Biden (D): “Biden’s strategy to reach tuned-out voters: Content over crowds” [NBC]. “President Joe Biden’s recent battleground state campaign tour didn’t draw major crowds. But critically for the Biden campaign, it did produce a lot of content. Biden paired a rally in the Philadelphia suburbs with a more intimate, at-home sit-down with a small-business owner at his home, generating social media posts and days of local media stories. A visit to a Milwaukee campaign office offered him a chance to connect with a young boy who’d written to him about dealing with a stutter, an unscripted interaction that made its way to TikTok. Backstage before a health care event, Biden and Vice President Kamala Harris recorded a light video discussing their March Madness picks. And Biden didn’t even hold a rally during his swing through Michigan — but he did have a private chat (and issued a playful golf challenge on an indoor putting green) with a local pastor and his son.” • Plus, if Biden slips a cog, the situation is more containable.

Our Famously Free Press

“I’ve Been at NPR for 25 Years. Here’s How We Lost America’s Trust” [The Free Press]. “For decades, since its founding in 1970, a wide swath of America tuned in to NPR for reliable journalism and gorgeous audio pieces with birds singing in the Amazon [from Robert J. Lurstema of “Morning Pro Musica,” who was the inspiration for Bird Song of the Day]. Millions came to us for conversations that exposed us to voices around the country and the world radically different from our own—engaging precisely because they were unguarded and unpredictable. No image generated more pride within NPR than the farmer listening to Morning Edition from his or her tractor at sunrise. Back in 2011, although NPR’s audience tilted a bit to the left, it still bore a resemblance to America at large.
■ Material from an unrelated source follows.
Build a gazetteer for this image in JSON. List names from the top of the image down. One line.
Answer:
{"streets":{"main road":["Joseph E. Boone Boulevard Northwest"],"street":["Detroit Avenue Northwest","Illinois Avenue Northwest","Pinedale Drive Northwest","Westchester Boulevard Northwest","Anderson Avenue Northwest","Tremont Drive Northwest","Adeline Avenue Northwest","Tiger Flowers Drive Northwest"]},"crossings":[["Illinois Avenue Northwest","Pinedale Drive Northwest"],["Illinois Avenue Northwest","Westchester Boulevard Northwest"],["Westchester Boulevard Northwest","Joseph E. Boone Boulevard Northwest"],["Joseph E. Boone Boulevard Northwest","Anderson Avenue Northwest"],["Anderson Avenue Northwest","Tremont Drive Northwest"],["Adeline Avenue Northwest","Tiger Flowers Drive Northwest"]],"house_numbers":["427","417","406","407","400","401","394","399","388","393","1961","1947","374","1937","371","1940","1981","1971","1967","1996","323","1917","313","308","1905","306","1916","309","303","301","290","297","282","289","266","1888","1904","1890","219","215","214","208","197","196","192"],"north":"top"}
Twenty-six percent of listeners described themselves as conservative, 23 percent as middle of the road, and 37 percent as liberal. By 2023, the picture was completely different: only 11 percent described themselves as very or somewhat conservative, 21 percent as middle of the road, and 67 percent of listeners said they were very or somewhat liberal. We weren’t just losing conservatives; we were also losing moderates and traditional liberals. An open-minded spirit no longer exists within NPR, and now, predictably, we don’t have an audience that reflects America.” • Commentary:

Spook Country

“Former CIA chief: Trump ‘was not qualified at the time and he is not qualified today’” [The Hill]. Torture advocate and “kill list” impresario John Brennan: “I think he didn’t believe what we were telling him.” • Brennan doesn’t get it. That’s what qualifies Trump. Along with any sensible person, I might add.

Democrats en Déshabillé

“What We Owe the People of East Palestine” [Pete Buttgieg, Time]. Let me pick out a bright spot: “My Department has pushed forward on safety measures, including last week’s major announcement that our Federal Railroad Administration finalized a long-sought rule to establish minimum safety requirements for the size of train crews. Most Americans would be surprised to learn that before this rule, there was nothing to prevent a railroad from unilaterally reducing the crew size aboard a train to just one person—even on a two-mile-long train—without even notifying our Department. Fixing this has long been a railroad safety priority, and despite industry opposition, it is finally a reality.” • Railroad workers in the readership: What do you think of the rule?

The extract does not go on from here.